Saved data entries:

BEGIN

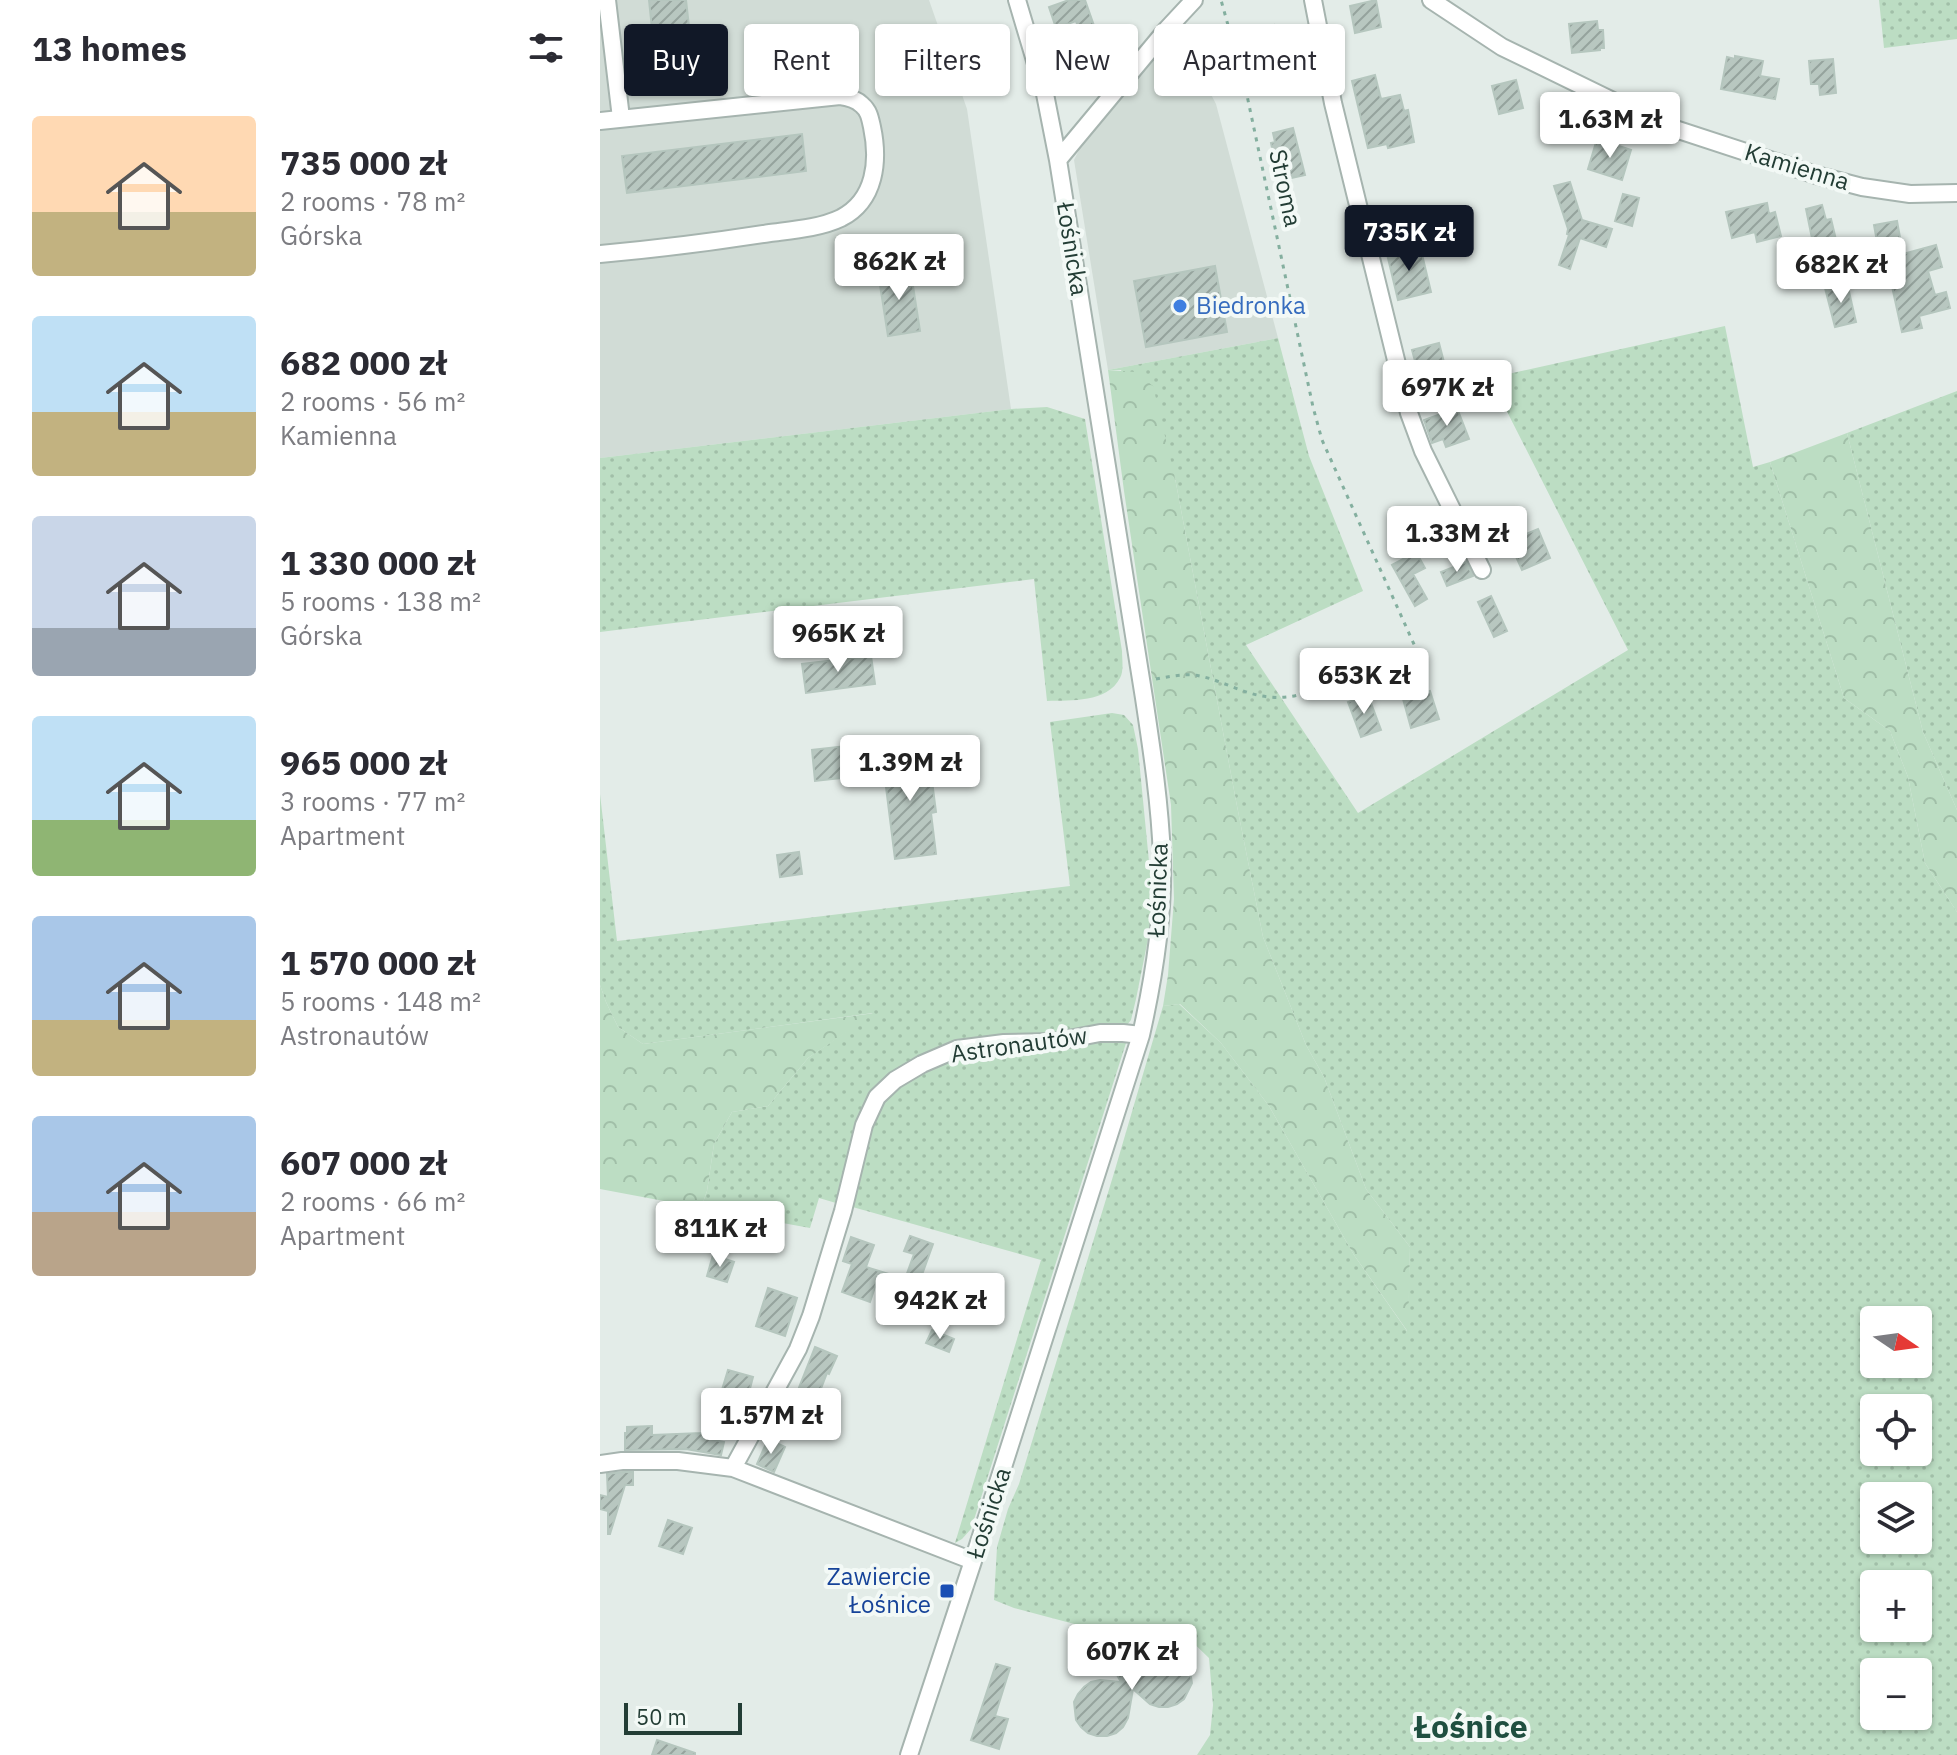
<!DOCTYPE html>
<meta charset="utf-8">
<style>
body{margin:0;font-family:"IBM Plex Sans",sans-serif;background:#f7f7f7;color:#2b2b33;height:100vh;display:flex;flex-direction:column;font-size:30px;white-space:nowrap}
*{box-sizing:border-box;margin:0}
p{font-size:26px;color:#7c7c81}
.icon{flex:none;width:44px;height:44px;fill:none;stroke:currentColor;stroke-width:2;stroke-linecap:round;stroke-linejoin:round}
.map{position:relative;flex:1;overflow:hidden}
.sheet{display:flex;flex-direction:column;background:#fff;width:600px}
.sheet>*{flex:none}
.top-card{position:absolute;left:24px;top:24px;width:760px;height:72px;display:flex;gap:16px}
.needle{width:52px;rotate:103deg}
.buttons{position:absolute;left:1260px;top:1306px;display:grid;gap:16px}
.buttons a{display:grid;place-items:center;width:72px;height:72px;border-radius:8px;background:#fff;box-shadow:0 2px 6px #0004;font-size:40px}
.scale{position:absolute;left:24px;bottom:20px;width:118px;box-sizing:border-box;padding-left:8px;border:4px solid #233d35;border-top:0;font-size:22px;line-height:28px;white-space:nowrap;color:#233d35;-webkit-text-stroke:6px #f3f9f6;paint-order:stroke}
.price{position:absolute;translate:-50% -68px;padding:0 18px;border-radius:8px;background:#fff;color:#222;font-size:26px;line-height:52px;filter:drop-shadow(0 2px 4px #0008)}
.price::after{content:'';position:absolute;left:50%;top:48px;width:24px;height:18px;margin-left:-12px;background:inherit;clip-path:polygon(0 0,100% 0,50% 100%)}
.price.on{background:#111827;color:#fff}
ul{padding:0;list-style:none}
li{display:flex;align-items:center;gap:24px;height:200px;padding:0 32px}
li span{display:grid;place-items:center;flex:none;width:224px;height:160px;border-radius:8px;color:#555}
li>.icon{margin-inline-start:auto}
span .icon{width:96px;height:96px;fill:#fffc;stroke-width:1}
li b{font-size:34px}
h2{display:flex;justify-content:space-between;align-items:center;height:96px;padding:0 32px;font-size:34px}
.chip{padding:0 28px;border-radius:8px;background:#fff;box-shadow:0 2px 6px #0004;font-size:28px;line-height:72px}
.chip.on{background:#111827;color:#fff}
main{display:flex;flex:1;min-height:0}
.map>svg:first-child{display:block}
.built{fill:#d1dcd6}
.grass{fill:url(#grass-dots);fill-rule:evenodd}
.forest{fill:url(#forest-crowns)}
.building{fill:url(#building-hatch);stroke:#b5c6be;stroke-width:2}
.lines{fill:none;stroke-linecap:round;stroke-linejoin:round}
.minor-casing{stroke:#a6b4af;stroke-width:20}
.path{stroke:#84af9f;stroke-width:3;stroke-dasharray:4 6;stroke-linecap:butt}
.minor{stroke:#fff;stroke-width:16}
.shop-dot{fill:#3f7fe0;stroke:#f3f9f6;stroke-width:3}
.transit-dot{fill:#1a4fb4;stroke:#f3f9f6;stroke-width:3}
.labels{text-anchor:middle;stroke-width:8;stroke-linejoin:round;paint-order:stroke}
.street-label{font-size:24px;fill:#233d35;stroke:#f3f9f6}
.shop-label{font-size:24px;fill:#366cbe;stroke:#f3f9f6;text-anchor:start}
.transit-label{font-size:24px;fill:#164399;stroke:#f3f9f6;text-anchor:end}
.district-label{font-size:32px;font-weight:bold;fill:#1f4f40;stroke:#f3f9f6}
</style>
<main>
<section class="sheet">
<h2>13 homes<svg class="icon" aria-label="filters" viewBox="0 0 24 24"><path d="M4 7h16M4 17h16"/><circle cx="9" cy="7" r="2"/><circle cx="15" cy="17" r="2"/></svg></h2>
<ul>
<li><span style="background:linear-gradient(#ffd9b3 60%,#c2b280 0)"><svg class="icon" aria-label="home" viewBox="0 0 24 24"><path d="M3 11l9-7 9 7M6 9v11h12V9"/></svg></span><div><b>735 000 zł</b><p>2 rooms · 78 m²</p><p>Górska</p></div></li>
<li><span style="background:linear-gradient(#bfe0f5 60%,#c2b280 0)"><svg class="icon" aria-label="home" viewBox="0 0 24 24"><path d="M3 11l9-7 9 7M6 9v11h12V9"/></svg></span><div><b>682 000 zł</b><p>2 rooms · 56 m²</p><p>Kamienna</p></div></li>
<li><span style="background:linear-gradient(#c9d6e8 70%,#9aa5b1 0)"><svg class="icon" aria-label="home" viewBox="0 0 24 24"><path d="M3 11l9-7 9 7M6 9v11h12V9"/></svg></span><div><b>1 330 000 zł</b><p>5 rooms · 138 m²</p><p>Górska</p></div></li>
<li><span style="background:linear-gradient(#bfe0f5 65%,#8fb573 0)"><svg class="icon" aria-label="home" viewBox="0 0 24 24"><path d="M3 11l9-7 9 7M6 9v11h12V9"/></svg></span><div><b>965 000 zł</b><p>3 rooms · 77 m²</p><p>Apartment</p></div></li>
<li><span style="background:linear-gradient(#a9c7e8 65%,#c2b280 0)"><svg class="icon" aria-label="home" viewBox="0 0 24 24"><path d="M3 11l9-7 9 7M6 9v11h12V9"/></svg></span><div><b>1 570 000 zł</b><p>5 rooms · 148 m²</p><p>Astronautów</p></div></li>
<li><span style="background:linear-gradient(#a9c7e8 60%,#b9a48a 0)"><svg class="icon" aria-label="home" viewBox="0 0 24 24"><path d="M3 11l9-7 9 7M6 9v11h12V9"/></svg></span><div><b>607 000 zł</b><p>2 rooms · 66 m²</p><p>Apartment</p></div></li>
</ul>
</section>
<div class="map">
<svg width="1357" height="1755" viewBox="0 0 1357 1755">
<defs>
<pattern id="grass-dots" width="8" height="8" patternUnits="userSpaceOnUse" patternTransform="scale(2)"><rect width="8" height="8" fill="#bcddc3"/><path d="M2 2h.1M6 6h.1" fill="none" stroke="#a1bfa8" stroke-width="1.8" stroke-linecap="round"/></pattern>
<pattern id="forest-crowns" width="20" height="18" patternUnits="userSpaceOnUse" patternTransform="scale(2)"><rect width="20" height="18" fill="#bcddc3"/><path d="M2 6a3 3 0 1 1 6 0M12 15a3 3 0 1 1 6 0" fill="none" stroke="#a1bfa8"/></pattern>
<pattern id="building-hatch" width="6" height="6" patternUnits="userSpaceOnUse" patternTransform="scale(2)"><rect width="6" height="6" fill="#b8c7c0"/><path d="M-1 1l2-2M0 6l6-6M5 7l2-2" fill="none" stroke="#95a39d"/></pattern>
</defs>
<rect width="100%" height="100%" fill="#e3ece8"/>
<path class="built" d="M0,0H329L367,109L411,409L0,458Z
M570,44L581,45L594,62L616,104L678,338L508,370L474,160L485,138L558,51Z"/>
<path class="grass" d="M1279,0H1357V39L1284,48Z
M1125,326L1153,467L1170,462L1244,698L1290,731L1308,777L1325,863L1357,912V1755H597L610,1735L613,1705L609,1658L584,1634L541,1626L478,1625L414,1608L394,1600L397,1547L408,1509L419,1484L514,1173L563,1006L579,1004L621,1043L669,1106L754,1255L807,1331L810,1247L766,1189L724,1077L706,1045L663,937L637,806L575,478L521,370H508L678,338L709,456L763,591L646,645L758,813L1028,650L890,378ZM1274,1320H1318V1364H1274ZM1274,1408H1318V1452H1274ZM1274,1496H1318V1540H1274ZM1274,1584H1318V1628H1274ZM1274,1672H1318V1716H1274Z
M1357,391V810L1323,732L1247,433Z
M447,407L485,419L522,651C522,659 524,671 520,678C507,703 471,700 447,701L434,579L0,632V458L411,409Z
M512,713L524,715L533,725L538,749L551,882L550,929L536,999L531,1020L527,1025L517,1027L483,1028L362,1044L289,1078L254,1145L236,1203L219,1198L210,1228L101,1208L107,1191L114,1144L132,1112L168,1106L208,1058L273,1013L43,1044L18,1027L6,1002L0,985V794L17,941L470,886L450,722Z
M524,1038L526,1043L371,1529L362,1539L355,1543L441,1260L249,1206L275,1115L286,1097L304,1080L364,1054Z"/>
<path class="forest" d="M508,370L535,372L553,386L575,478L637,806L663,937L706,1045L724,1077L766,1189L810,1247L808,1332L754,1255L669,1106L621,1043L580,1004L563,1006L568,975L574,899L571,805L524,491Z
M1247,433L1323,732L1357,810V912L1325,863L1308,777L1290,731L1244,698L1170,462Z
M0,985L6,1002L18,1027L43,1044L275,1013L208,1058L168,1106L132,1112L114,1144L107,1191L101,1208L0,1189Z"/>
<path class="building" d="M49,0H86L92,53L102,52L105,83L59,88L56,58L42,60L39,31L52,29Z
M469,0H485L498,37L483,42L476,21L456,28L449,7Z
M776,0L781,27L755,33L750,6Z
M997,21L998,30H1003L1004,48H1000V50L972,53L969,24Z
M674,25L678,41L708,34L713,58L683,64L685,70L659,76L649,30Z
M1135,56L1163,61L1160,76L1179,79L1175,99L1121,89L1127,57L1135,59Z
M1233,59L1236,93L1220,95L1219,84H1211L1209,61Z
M775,75L781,99L800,95L804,111L808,110L814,142L788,148L787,144L768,148L752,81Z
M916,80L923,108L899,114L892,86Z
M693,128L705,175L682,180L679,169L676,166L671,143L675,142L673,133Z
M202,134L206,171L27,193L22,156Z
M997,139L1031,150L1022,180L988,169Z
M970,182L982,220L1012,229L1006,247L980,238L970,269L959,265L969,235L967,234L968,229L954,186Z
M1023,194L1039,198L1032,226L1015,221Z
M1167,203L1169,214L1175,212L1181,236L1157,242L1155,232L1132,238L1126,212Z
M1222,205L1226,220L1231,219L1238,248L1215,253L1206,209Z
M1297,221L1303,254L1336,245L1342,267L1328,271L1335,295L1346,292L1350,308L1319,316L1322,328L1302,332L1288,268L1282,269L1274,225Z
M820,246L831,292L798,300L787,254Z
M615,266L627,332L546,347L534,281Z
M310,267L320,331L288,336L278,272Z
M1247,283L1256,322L1235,327L1225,288Z
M839,343L846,370L841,371L843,378L825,383L822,375L819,376L812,350Z
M857,408L869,439L846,447L843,439L832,443L824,420Z
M938,529L950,558L922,570L909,541Z
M816,552L825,568L813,574L827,599L815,606L792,565Z
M866,562L873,576L847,586L841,572Z
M891,596L907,631L894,637L878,602Z
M271,656L275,684L206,693L202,664Z
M830,691L839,719L811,728L803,699Z
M768,695L781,730L761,737L748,702Z
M255,745L259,776L215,781L212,750Z
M328,750L336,812L331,813L336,854L295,859L282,755Z
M199,852L202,874L180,877L177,855Z
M310,1236L333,1244L319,1283L325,1285L321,1297L276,1284L270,1302L242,1292L252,1264L243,1261L251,1237L274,1245L266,1267L305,1279L314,1254L304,1251Z
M113,1255L134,1262L127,1282L107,1276Z
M168,1288L197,1298L185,1336L156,1326Z
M332,1330L354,1339L349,1352L326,1343Z
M215,1347L237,1356L229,1374L227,1373L205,1430L201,1429L199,1434L187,1429L201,1392L198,1390Z
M128,1370L153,1377L147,1400L121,1393Z
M52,1426V1435L102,1433V1430L116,1434L114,1440L124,1442L121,1455L86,1449L25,1450V1433H27V1427Z
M168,1439L185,1447L174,1472L157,1464Z
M23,1472H33V1485H25L10,1534H8V1511L0,1509V1495L8,1497L7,1474Z
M68,1520L92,1528L83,1554L59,1546Z
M566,1651L575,1653L583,1658L589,1665L592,1683L584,1699L577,1704L568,1707H559L550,1704L533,1689L528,1718L523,1727L516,1733L507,1736H497L488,1733L481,1727L476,1720L474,1702L478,1694L484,1687L491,1682L500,1680L521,1682L512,1666L524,1659L531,1673L548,1656L556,1652Z
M396,1664L410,1668L395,1716L408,1719L399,1749L371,1740Z
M57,1740L95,1753V1755H52Z"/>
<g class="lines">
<g class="minor-casing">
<path id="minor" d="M7,0L21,118
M713,0L733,103L809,413L823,451L882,570
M831,0L902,47L1060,124L1216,175L1262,187L1310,194L1357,193
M0,121L240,96C248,97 256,99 262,105C269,111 270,118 272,127C279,160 276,200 241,218C220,228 193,230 170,233C113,242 57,249 0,254
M458,160L567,29L594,0
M0,1464L22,1461H78L133,1468L373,1561
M133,1468L198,1349L211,1316L243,1211L264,1125L277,1097L295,1080L322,1064L357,1049L404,1043L453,1042L500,1033H523L541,1035
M309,1755L373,1561L541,1035C554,977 564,917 562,858C560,804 552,751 544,698L458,160L445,94L417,0"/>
</g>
<path class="path" d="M579,39L619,71L624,73L639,71
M556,679C568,677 580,674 593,675C620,678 642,695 670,697C698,700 722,687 747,678C770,669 794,660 817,651L722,440L713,407L645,86L621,0"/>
<use href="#minor" class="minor"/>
</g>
<circle class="shop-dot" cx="580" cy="306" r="8"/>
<rect class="transit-dot" x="339" y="1583" width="16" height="16" rx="4"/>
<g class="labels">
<g class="street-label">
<text transform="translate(1197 167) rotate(17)" y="8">Kamienna</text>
<text transform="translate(685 188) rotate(78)" y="8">Stroma</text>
<text transform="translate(472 249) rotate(81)" y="8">Łośnicka</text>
<text transform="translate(558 890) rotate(-88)" y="8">Łośnicka</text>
<text transform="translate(419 1045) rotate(-8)" y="8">Astronautów</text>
<text transform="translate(389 1513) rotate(-72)" y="8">Łośnicka</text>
</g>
<g class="shop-label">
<text x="596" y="314">Biedronka</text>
</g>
<g class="transit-label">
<text x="331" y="1585">Zawiercie<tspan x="331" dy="28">Łośnice</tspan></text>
</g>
<g class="district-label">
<text x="871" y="1738">Łośnice</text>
</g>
</g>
</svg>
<div class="buttons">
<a><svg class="needle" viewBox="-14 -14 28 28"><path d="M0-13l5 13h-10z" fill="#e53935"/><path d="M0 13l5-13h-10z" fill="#7c7c81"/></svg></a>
<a><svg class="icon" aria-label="locate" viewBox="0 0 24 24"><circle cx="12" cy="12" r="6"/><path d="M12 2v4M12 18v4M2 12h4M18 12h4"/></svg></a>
<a><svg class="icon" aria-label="layers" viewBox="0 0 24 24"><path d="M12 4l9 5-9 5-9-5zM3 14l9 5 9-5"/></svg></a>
<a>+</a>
<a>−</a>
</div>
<div class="scale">50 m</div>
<b class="price" style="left:1010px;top:160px">1.63M zł</b>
<b class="price on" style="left:809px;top:273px">735K zł</b>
<b class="price" style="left:299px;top:302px">862K zł</b>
<b class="price" style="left:1241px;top:305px">682K zł</b>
<b class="price" style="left:847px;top:428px">697K zł</b>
<b class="price" style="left:857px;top:574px">1.33M zł</b>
<b class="price" style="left:238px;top:674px">965K zł</b>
<b class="price" style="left:764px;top:716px">653K zł</b>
<b class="price" style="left:310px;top:803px">1.39M zł</b>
<b class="price" style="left:120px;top:1269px">811K zł</b>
<b class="price" style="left:340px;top:1341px">942K zł</b>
<b class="price" style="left:171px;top:1456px">1.57M zł</b>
<b class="price" style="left:532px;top:1692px">607K zł</b>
<div class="top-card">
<a class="chip on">Buy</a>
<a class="chip">Rent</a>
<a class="chip">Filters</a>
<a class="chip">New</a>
<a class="chip">Apartment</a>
</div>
</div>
</main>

END

EXERCISE:
With "lines" as the word to match, copy each line of the records that has it.

WORKED SOLUTION:
.lines{fill:none;stroke-linecap:round;stroke-linejoin:round}
<g class="lines">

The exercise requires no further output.